ナツはきょとんと己の足を見つめた。正しくは、身に付けているスカート。
見て誰もが分かる、ナツの制服は女子生徒のもの。ナツは女として高校に通う事になったのだ。
妖精学園は去年まで男子高校で、今年から共学に変わった。男子の応募倍率は高かったのだが、女子の方は二次募集をかけるほどしか応募がなく、ナツは女子として二次募集を受け、見事受かってしまったのだ。

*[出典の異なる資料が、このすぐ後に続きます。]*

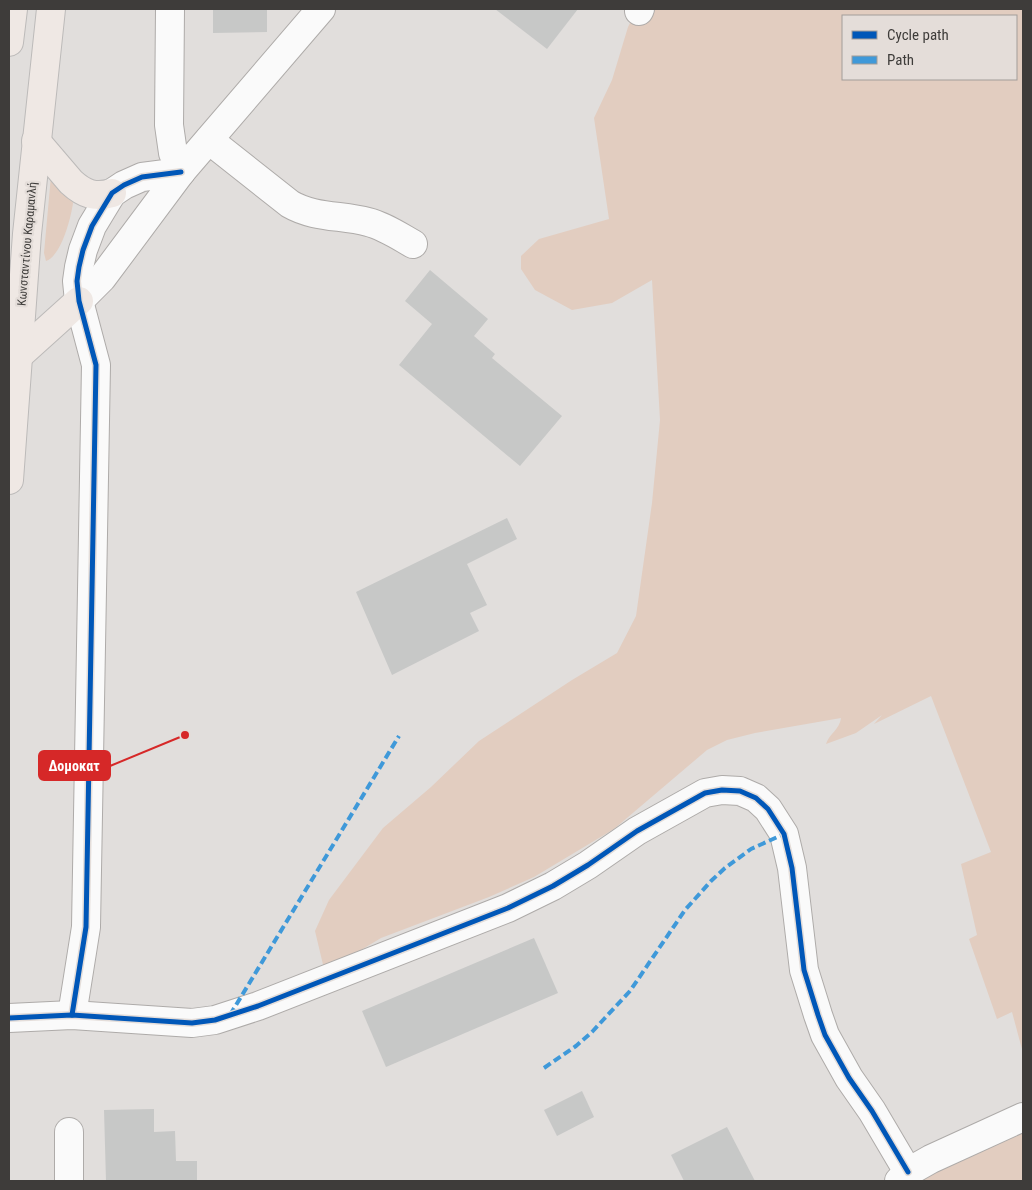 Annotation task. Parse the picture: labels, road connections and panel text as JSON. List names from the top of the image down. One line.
{"streets":{"main road":["Κωνσταντίνου Καραμανλή"]},"places":["Δομοκατ"],"legend":["Cycle path","Path"]}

「短くても気にしねぇよ……だって、これ着れば妖精学園に行けるんだもんな」

ナツは、笑みを浮かべながらイグニールに抱きついた。

「父ちゃんのおかげだ!ありがとな!」

スカートの丈に不服を持っていたはずのイグニールは、愛息子に抱きつかれて表情を緩めた。しかし、その目は、時計に表示されている時間を確認して見開かれる。

「ナツ、入学式に遅れるぞ!」

ナツはイグニールから離れると、慌ただしく足踏みをする。

「父ちゃん!急ぐぞ!」

「はいはい……そういえば、ナツ」

慌ててリビングを飛び出したナツは、名を呼ばれて、再びリビングに顔を覗かせた。
訝しむナツに、イグニールが続ける。

「何で妖精学園が良かったんだ?」

ナツが必死だったために今まで聞くことができなかった。ようやく問う事ができたイグニールはナツをじっと見つめる。
ナツは、はにかみながら口を開いた。

「飯がうまいからー!」

駆け出したナツの姿が、イグニールの視界から消えた。
呆然とするイグニールにかまう事なく、ナツは玄関に揃えてあった新品の靴に足を通す。
妖精学園の食堂の料理は、世界中を旅した料理長が腕をふるっていると評判で、雑誌にも掲載されたほどだ。食が命ともいえるナツにすれば、これ以上に魅力的な学校はない。
だが、それだけが理由ではなかったのだ。
ナツは、新品の靴先を見つめながら呟く。

「あと、ラクサスがいるから」

ナツは赤くなっていく顔を誤魔化すように勢いよく立ちあがり、まだ出てこないイグニールに声を上げた。

「父ちゃん、早くしろよー!」

時間が迫る中、これから始める学園生活に、ナツは期待に胸を高鳴らせるのだった。




20110819

ちょっと常識から外れているドラグニル親子。
「常識なんて、息子と天秤にかける価値もない」「常識?なにそれ食えんの?」
周囲は大変迷惑です。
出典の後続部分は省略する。